Start of Block

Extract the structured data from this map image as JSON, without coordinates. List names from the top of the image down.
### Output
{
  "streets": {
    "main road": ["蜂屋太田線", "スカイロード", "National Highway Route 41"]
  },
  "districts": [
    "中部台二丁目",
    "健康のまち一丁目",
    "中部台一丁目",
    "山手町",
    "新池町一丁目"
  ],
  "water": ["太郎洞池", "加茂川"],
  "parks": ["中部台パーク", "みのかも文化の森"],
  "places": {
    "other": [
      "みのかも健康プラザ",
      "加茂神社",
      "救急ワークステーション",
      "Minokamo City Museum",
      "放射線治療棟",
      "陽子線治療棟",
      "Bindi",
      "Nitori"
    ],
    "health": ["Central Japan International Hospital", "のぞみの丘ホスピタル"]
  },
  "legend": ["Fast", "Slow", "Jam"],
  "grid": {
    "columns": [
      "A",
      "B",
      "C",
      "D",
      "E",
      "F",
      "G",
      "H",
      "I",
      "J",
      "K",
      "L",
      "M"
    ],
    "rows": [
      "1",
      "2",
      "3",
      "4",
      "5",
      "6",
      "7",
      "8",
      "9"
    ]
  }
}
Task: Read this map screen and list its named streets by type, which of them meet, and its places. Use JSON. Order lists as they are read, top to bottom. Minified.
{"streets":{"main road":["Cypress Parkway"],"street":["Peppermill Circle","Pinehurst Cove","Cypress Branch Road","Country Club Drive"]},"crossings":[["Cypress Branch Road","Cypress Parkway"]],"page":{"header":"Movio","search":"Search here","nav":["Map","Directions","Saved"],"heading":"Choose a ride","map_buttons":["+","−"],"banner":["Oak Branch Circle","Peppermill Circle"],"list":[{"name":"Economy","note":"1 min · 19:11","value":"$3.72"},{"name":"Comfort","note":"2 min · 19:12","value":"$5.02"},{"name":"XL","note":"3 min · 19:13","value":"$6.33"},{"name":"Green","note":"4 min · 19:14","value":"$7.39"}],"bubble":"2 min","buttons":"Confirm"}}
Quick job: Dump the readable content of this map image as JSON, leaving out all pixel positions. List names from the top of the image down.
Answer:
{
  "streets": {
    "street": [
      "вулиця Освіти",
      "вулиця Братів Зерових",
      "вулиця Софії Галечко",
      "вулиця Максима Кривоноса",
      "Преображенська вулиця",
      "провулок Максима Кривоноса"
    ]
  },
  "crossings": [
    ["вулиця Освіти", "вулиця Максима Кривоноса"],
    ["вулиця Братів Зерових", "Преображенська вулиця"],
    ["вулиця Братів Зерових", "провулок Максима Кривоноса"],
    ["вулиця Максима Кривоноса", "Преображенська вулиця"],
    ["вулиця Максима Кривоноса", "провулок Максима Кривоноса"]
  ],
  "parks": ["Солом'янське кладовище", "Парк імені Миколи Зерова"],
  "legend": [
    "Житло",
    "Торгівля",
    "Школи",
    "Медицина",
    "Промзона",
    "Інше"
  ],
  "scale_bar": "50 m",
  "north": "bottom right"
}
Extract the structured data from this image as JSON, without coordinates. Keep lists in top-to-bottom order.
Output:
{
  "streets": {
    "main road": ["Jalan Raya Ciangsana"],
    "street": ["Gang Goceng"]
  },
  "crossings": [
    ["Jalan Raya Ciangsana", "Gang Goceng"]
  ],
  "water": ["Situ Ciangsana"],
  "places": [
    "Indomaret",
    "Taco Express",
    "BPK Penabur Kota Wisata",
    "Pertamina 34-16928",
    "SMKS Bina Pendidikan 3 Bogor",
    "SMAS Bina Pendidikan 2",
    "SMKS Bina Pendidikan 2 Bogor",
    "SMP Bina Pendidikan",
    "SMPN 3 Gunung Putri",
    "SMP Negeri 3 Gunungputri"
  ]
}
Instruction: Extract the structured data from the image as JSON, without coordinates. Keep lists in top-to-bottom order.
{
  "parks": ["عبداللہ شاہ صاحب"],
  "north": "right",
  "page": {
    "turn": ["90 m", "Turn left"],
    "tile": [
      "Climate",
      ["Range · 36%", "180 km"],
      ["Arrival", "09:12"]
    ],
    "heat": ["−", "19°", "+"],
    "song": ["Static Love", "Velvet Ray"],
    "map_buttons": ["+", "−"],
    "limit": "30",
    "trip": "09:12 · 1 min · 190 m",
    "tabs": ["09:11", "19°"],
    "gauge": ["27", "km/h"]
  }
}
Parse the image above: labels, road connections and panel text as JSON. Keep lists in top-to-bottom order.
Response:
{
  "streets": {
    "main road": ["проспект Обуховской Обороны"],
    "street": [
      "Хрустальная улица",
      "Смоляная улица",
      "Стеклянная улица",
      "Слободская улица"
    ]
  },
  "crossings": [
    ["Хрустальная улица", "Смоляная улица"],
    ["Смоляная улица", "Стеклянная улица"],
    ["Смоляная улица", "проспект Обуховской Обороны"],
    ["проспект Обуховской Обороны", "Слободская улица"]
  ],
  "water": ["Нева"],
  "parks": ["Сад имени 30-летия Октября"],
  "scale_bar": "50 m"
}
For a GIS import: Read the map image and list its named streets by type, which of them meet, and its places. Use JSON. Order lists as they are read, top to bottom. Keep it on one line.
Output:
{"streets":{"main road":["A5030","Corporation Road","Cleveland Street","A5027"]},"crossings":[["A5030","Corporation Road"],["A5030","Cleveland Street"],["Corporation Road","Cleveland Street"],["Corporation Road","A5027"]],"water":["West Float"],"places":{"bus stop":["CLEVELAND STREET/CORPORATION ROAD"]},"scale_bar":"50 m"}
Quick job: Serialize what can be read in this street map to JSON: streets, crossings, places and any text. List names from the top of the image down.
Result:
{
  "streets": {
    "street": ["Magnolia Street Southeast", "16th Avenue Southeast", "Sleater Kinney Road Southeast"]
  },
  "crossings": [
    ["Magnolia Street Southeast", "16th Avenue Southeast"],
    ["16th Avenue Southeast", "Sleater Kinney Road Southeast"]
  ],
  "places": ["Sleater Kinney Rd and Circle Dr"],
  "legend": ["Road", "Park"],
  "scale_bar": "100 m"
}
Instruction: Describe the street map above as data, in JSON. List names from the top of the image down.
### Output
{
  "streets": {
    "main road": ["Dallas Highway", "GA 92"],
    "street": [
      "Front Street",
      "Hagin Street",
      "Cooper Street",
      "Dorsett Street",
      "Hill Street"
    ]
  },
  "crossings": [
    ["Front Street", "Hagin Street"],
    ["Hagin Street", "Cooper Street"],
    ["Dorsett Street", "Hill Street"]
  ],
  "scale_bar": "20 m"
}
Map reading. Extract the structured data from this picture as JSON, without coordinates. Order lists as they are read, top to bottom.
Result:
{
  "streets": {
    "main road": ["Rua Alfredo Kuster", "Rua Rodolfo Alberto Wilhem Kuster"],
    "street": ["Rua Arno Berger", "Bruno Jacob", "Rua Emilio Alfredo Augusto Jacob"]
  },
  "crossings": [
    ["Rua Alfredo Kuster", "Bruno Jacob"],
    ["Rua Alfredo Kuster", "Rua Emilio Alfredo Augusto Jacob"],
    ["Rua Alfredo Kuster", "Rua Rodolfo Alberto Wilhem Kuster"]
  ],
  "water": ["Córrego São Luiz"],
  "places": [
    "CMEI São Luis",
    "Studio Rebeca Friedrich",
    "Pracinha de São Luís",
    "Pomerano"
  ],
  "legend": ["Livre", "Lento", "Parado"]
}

End of Block

Lines holding "text" are the ones to copy; find all of them in the listing.

- _Response area_
Parse the image above: labels, road connections and panel text as JSON. Keep lists in top-to-bottom order.
Quick job: Serialize what can be read in this street map to JSON: streets, crossings, places and any text. List names from the top of the image down.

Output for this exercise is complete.